Doing Hilary Benn's job for him again, Diane Abbott writes:
The news from the UN last week that Saudi Arabia has been
indiscriminately targeting Yemini civilians and that 60 per cent of the
population (14.4 million people) are going hungry, marks only the latest
milestone to be roundly ignored by the British government since Saudi Arabia
intervened in Yemen’s civil war in March last year.
As these grim milestones are
passed, British-made bombs rain down from British-made planes on a terrified
and starving population.
In testimony bordering on the absurd, Desmond
Swayne, minister for the Department of International Development, pointedly
rejected the position of Save the Children, UNICEF, Oxfam and Saferworld: that
British arms sales to Saudi Arabia – £3 billion in the first six months of the
war alone –undermine the UK’s development efforts in Yemen.
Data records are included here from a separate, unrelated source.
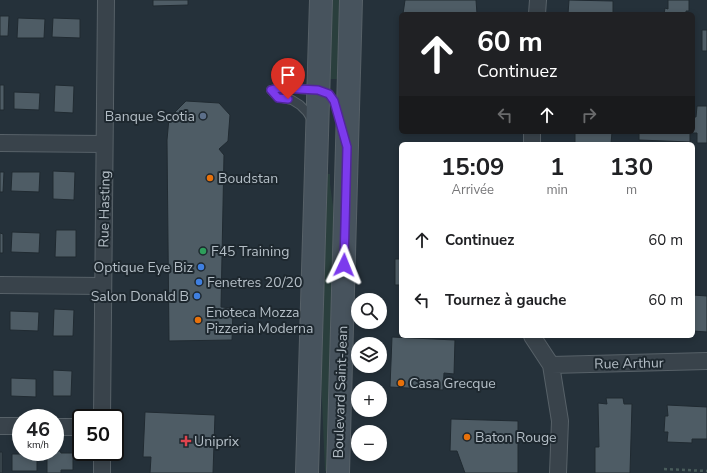 <!DOCTYPE html>
<html lang="fr">
<meta charset="utf-8">
<style>
:root{--surface:#fff;--page:#f2f2f2;--text:#202124;--muted:#757577}
body{margin:0;font-family:"Nunito Sans",sans-serif;background:var(--page);color:var(--text);height:100vh;display:flex;flex-direction:column;font-size:15px;white-space:nowrap}
*{box-sizing:border-box;margin:0}
p{font-size:13px;color:var(--muted)}
.icon{flex:none;width:22px;height:22px;fill:none;stroke:currentColor;stroke-width:2;stroke-linecap:round;stroke-linejoin:round}
.map{position:relative;flex:1;overflow:hidden}
.sheet{position:absolute;left:399px;top:142px;width:296px;height:196px;display:flex;flex-direction:column;background:var(--surface);border-radius:6px;box-shadow:0 2px 6px #0003}
.sheet>*{flex:none}
.guide{position:absolute;left:399px;top:12px;width:296px;height:122px;border-radius:6px;box-shadow:0 2px 6px #0003;background:#202124;color:#fff;overflow:hidden}
.controls{position:absolute;left:351px;top:293px;display:grid;gap:8px}
.controls a{display:grid;place-items:center;width:36px;height:36px;border-radius:50%;background:var(--surface);box-shadow:0 2px 6px #0003;font-size:20px}
.speed{position:absolute;left:12px;top:409px;display:flex;gap:8px;font-size:20px;font-weight:700;text-align:center}
.speed>*{display:grid;place-content:center;width:52px;height:52px;border-radius:50%;background:var(--surface);box-shadow:0 2px 6px #0003;line-height:1}
.speed small{font-size:10px;font-weight:400}
.speed .limit{border:2px solid #111;border-radius:6px;background:#fff;color:#111}
.pin{position:absolute;display:grid;place-items:center;width:34px;height:34px;color:#fff;margin:-41px -17px;border-radius:50% 50% 50% 0;rotate:-45deg;box-shadow:0 0 4px #0007}
.pin .icon{rotate:45deg}
.me{position:absolute;width:44px;margin:-22px;rotate:2deg;stroke-linejoin:round;filter:drop-shadow(0 0 3px #0008)}
.turn{display:flex;align-items:center;gap:14px;height:84px;padding:0 12px;font-size:18px}
.turn .icon{width:52px;height:52px;stroke-width:2.5}
.turn b{display:block;font-size:28px;line-height:34px}
.lanes{display:flex;align-items:center;height:38px;padding:0 12px;background:#0003;justify-content:center;gap:20px;direction:ltr}
.lanes .off{opacity:.35}
.eta{display:flex;justify-content:space-evenly;align-items:center;height:68px;text-align:center}
.eta b{font-size:24px;font-weight:700;line-height:28px}
ul{padding:0;list-style:none}
li{display:flex;align-items:center;gap:12px;height:60px;padding:0 12px}
li div{flex:1}
li b{display:block;font-size:15px}
li em{font-style:normal}
.map>svg:first-child{display:block}
.green{fill:#2a3f3d}
.building{fill:#4e5c65;stroke:#202a31}
.lines{fill:none;stroke-linecap:round;stroke-linejoin:round}
.service-casing{stroke:#576168;stroke-width:10}
.minor-casing{stroke:#576168;stroke-width:18}
.secondary-casing{stroke:#576168;stroke-width:24}
.path{stroke:#495c5b;stroke-width:2.5;stroke-dasharray:3 3;stroke-linecap:butt}
.service{stroke:#39434b;stroke-width:8}
.minor{stroke:#39434b;stroke-width:16}
.secondary{stroke:#47535d;stroke-width:22}
.route-casing{stroke:#51269a;stroke-width:10}
.route{stroke:#7c3aed;stroke-width:7}
.service-dot{fill:#5c6f8a;stroke:#1e282f;stroke-width:1.5}
.food-dot{fill:#e8710a;stroke:#1e282f;stroke-width:1.5}
.leisure-dot{fill:#2e9e5b;stroke:#1e282f;stroke-width:1.5}
.shop-dot{fill:#3f7fe0;stroke:#1e282f;stroke-width:1.5}
.health-dot{fill:#e0444e;stroke:#1e282f;stroke-width:1.5}
.labels{text-anchor:middle;stroke-width:4;stroke-linejoin:round;paint-order:stroke}
.poi-label{font-size:14px;fill:#b4bec6;stroke:#1e282f;text-anchor:start}
.street-label{font-size:14px;fill:#b4bec6;stroke:#1e282f}
</style>
<div class="map">
<svg width="707" height="473" viewBox="0 0 707 473">
<rect width="100%" height="100%" fill="#25313a"/>
<path class="green" d="M332,0h8l-2,79h-8z
M327,174h3v10l3,22 1,20 -7,245h-2l-4,-94z"/>
<path class="building" d="M153,0h35v5l-35,1z
M405,0h71l1,14h-74z
M569,0l44,1v13h-45z
M668,0h21v11h-3v3h-22l1,-6 3,1z
M0,16h9l-1,20h-8z
M18,18l27,1 -1,19h-27z
M53,18l27,1v19l-28,-1z
M702,30h5v21h-5z
M0,85h4v25h-4z
M55,85l19,1 -1,27 -19,-1z
M14,92l26,1 -1,17 -25,-1z
M186,101l33,2 11,12 -2,26 -9,8 5,6 -3,152 12,1 -1,32 -63,1 -2,-201 2,-22z
M697,106h10v37h-10v-10h-7v9l-51,-2v-8h54v-15h3z
M575,132h37l-1,12h-36z
M53,171l22,1 -1,28 -21,-1z
M0,172h4l-1,20h-3z
M12,172h28l-1,20 -28,-1z
M400,176l1,49h-1z
M56,230h20v27h-21z
M12,232l28,1 -1,20 -28,-1z
M0,233l3,1v19h-3z
M395,259h6v26h-6z
M693,295l14,1v36l-14,-1z
M54,309l20,1 -1,26h-20z
M10,311l29,1 -1,19 -28,-1z
M392,337l63,3 -1,34 -10,-1 -1,17 -53,-3z
M53,370l19,1 -1,25h-18z
M11,378l25,1v18l-25,-1z
M606,398h17l1,6h8l-2,69h-35v-26h4l-1,-44 9,1z
M667,405l40,2v32h-15v4l-25,-1 1,-10h-4l1,-16h3z
M145,412l70,3 -2,58h-63l1,-16h-8z
M451,419l67,2v52h-53l-8,-22h-7z
M55,451h5l1,2h12v17h-12v3h-14v-21h8z
M0,452h2v21h-2z
M12,454h25v17h-25z"/>
<g class="lines">
<defs>
<path id="service" d="M271,90l7,7 14,3 8,5 7,7 5,8
M271,90l8,-2 39,2"/>
<path id="minor" d="M537,14l1,-14
M0,143l104,1
M532,144v-12
M0,285l103,1
M532,336l19,29 9,56 -2,52
M551,365l156,-4
M102,418l4,-418
M0,426h21
M55,427h26
M102,473v-21"/>
<path id="secondary" d="M307,473l14,-473
M338,473l13,-473"/>
</defs>
<use href="#service" class="service-casing"/>
<use href="#minor" class="minor-casing"/>
<use href="#secondary" class="secondary-casing"/>
<path class="path" d="M664,469l43,2"/>
<use href="#service" class="service"/>
<use href="#minor" class="minor"/>
<use href="#secondary" class="secondary"/>
</g>
<g class="lines">
<defs>
<path id="route" d="M288,99l-10,-1 -7,-8 8,-2 39,2 11,4 5,7 13,46 -3,118"/>
</defs>
<use href="#route" class="route-casing"/>
<use href="#route" class="route"/>
</g>
<circle class="service-dot" cx="203" cy="116" r="4"/>
<g class="food-dot">
<circle cx="210" cy="178" r="4"/>
<circle cx="198" cy="320" r="4"/>
<circle cx="401" cy="383" r="4"/>
<circle cx="467" cy="437" r="4"/>
</g>
<circle class="leisure-dot" cx="203" cy="251" r="4"/>
<g class="shop-dot">
<circle cx="201" cy="267" r="4"/>
<circle cx="199" cy="282" r="4"/>
<circle cx="197" cy="296" r="4"/>
</g>
<path class="health-dot" d="M184 435h4v4h4v4h-4v4h-4v-4h-4v-4h4z"/>
<g class="labels">
<g class="poi-label">
<text x="195" y="121" text-anchor="end">Banque Scotia</text>
<text x="218" y="183">Boudstan</text>
<text x="211" y="256">F45 Training</text>
<text x="193" y="272" text-anchor="end">Optique Eye Biz</text>
<text x="207" y="287">Fenetres 20/20</text>
<text x="189" y="301" text-anchor="end">Salon Donald B</text>
<text x="206" y="317">Enoteca Mozza<tspan x="206" dy="16">Pizzeria Moderna</tspan></text>
<text x="409" y="388">Casa Grecque</text>
<text x="475" y="442">Baton Rouge</text>
<text x="194" y="446">Uniprix</text>
</g>
<g class="street-label">
<text transform="translate(104 209) rotate(-89)" y="5">Rue Hasting</text>
<text transform="translate(629 363) rotate(-1)" y="5">Rue Arthur</text>
<text transform="translate(340 392) rotate(-88)" y="5">Boulevard Saint-Jean</text>
</g>
</g>
</svg>
<div class="controls">
<a><svg class="icon" aria-label="search" viewBox="0 0 24 24"><circle cx="10" cy="10" r="6"/><path d="M15 15l6 6"/></svg></a>
<a><svg class="icon" aria-label="layers" viewBox="0 0 24 24"><path d="M12 4l9 5-9 5-9-5zM3 14l9 5 9-5"/></svg></a>
<a>+</a>
<a>−</a>
</div>
<div class="speed"><div>46<small>km/h</small></div><div class="limit">50</div></div>
<div class="pin" style="left:288px;top:99px;background:#d93025"><svg class="icon" aria-label="arrive" viewBox="0 0 24 24"><path d="M6 21V4h12l-3 4 3 4H6"/></svg></div>
<svg class="me" style="left:344px;top:265px" viewBox="-20 -20 40 40"><path d="M0-17L14 15 0 8-14 15z" fill="#7c3aed" stroke="#fff" stroke-width="4"/></svg>
<div class="guide">
<div class="turn"><svg class="icon" aria-label="ahead" viewBox="0 0 24 24"><path d="M12 20V5M6 11l6-6 6 6"/></svg><div><b>60 m</b>Continuez</div></div>
<div class="lanes"><svg class="icon off" aria-label="left" viewBox="0 0 24 24"><path d="M17 20v-9H6M10 6l-5 5 5 5"/></svg><svg class="icon" aria-label="ahead" viewBox="0 0 24 24"><path d="M12 20V5M6 11l6-6 6 6"/></svg><svg class="icon off" aria-label="right" viewBox="0 0 24 24"><path d="M7 20v-9h11M14 6l5 5-5 5"/></svg></div>
</div>
<section class="sheet">
<div class="eta">
<div><b>15:09</b><p>Arrivée</p></div>
<div><b>1</b><p>min</p></div>
<div><b>130</b><p>m</p></div>
</div>
<ul>
<li><svg class="icon" aria-label="ahead" viewBox="0 0 24 24"><path d="M12 20V5M6 11l6-6 6 6"/></svg><div><b>Continuez</b></div><em>60 m</em></li>
<li><svg class="icon" aria-label="left" viewBox="0 0 24 24"><path d="M17 20v-9H6M10 6l-5 5 5 5"/></svg><div><b>Tournez à gauche</b></div><em>60 m</em></li>
</ul>
</section>
</div>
“There is no evidence that I have
that that is the case,” he said. “I reject it.”
Mr Swayne’s faith that Britain’s
£100m of aid projects in Yemen can withstand several billion pounds of its own
ordnance is to be applauded.
Mr Swayne is not the only minister scrambling to defend
the indefensible.
Last month, Secretary of State for the Foreign Office Philip
Hammond, responded to a question by his Labour counterpart Hilary Benn on
whether British troops on the ground monitoring the bombing campaign had
reported “potential breaches of international humanitarian law”.
Mr Hammond
said that the troops had not reported any “deliberate” war crimes, implying
reports of accidental war crimes had been passed to him.
Mr Hammond is clearly unaware of the fact that Saudi
Arabia’s lack of intent to bomb civilian populations does not get him around
our own arms export laws, which state that we cannot sell arms to states who
pose a “clear risk” of breaking international humanitarian law.
Even worse, in
an answer to my parliamentary question, Mr
Hammond’s deputy Mr Tobias Ellwood demonstrated he believes that that Saudi
Arabia is not at risk of breaking international humanitarian law.
Perhaps he
has not read the UN’s report, which said Saudi
Arabia’s coalition had done just that – 119 times.
The Saudi intervention in Yemen’s
civil war must prompt us to ask ourselves searching questions about our arms
industry.
Namely, should the government be
promoting, subsidising and providing political cover for the arms industry?
Through the UK Trade and
Investment Defence & Security Organisation (UTI-DSO), part of the
Department for Business, Innovation and Skills, we pay 160 civil servants to promote British arms across the
world. Since 2012, companies have also received assistance from the MoD's
Defence Export Support Group.
Last November's Strategic Defence and Security Review
promised extra support for arms exports.
The promotion of arms is also on the
agenda of much of the diplomatic outreach work undertaken by the Foreign Office
and the Ministry of Defence.
In 2011, the Stockholm International Peace Research
Institute found that £699m was spent on UK arms subsidies in 2011,through both
the DSO and grants to university departments that train weapons engineers.
When
Labour councils last year backed policies to boycott UK arms sales to Israel,
the conservative government proposed laws banning such divestment.
Conservative
Communities Minister Greg Clarkeven equated such grass roots activism to an
apartheid state, adding that it would cost British jobs and “poison”community
relations.
Transparency International has calculated that 40 per
cent global corruption occurred in the arms trade.
Despite David Cameron’s
pledge to “break the taboo on talking about corruption”, when British alleged
corruption is investigated, the government steps in, quashing investigations to save blushes in both London and
Riyadh.
We must also acknowledge that
Britain sells arms to several other dubious regimes including Bahrain, Egypt,
Sri Lanka and Saudi Arabia.
In doing so, we must tighten up our arms export
licences and end-user certificates.
The government routinely claims
that Britain has “one of the most robust arms export control regimes in the
world” but this has been shown to be manifestly untrue.
If the UN, rights
groups and the international media are reporting of Saudi Arabian war crimes in
Yemen, why has the UK denied only eight out of well over 100 Saudi requests for
UK arms?
The answer is sadly clear for all: we are making a killing.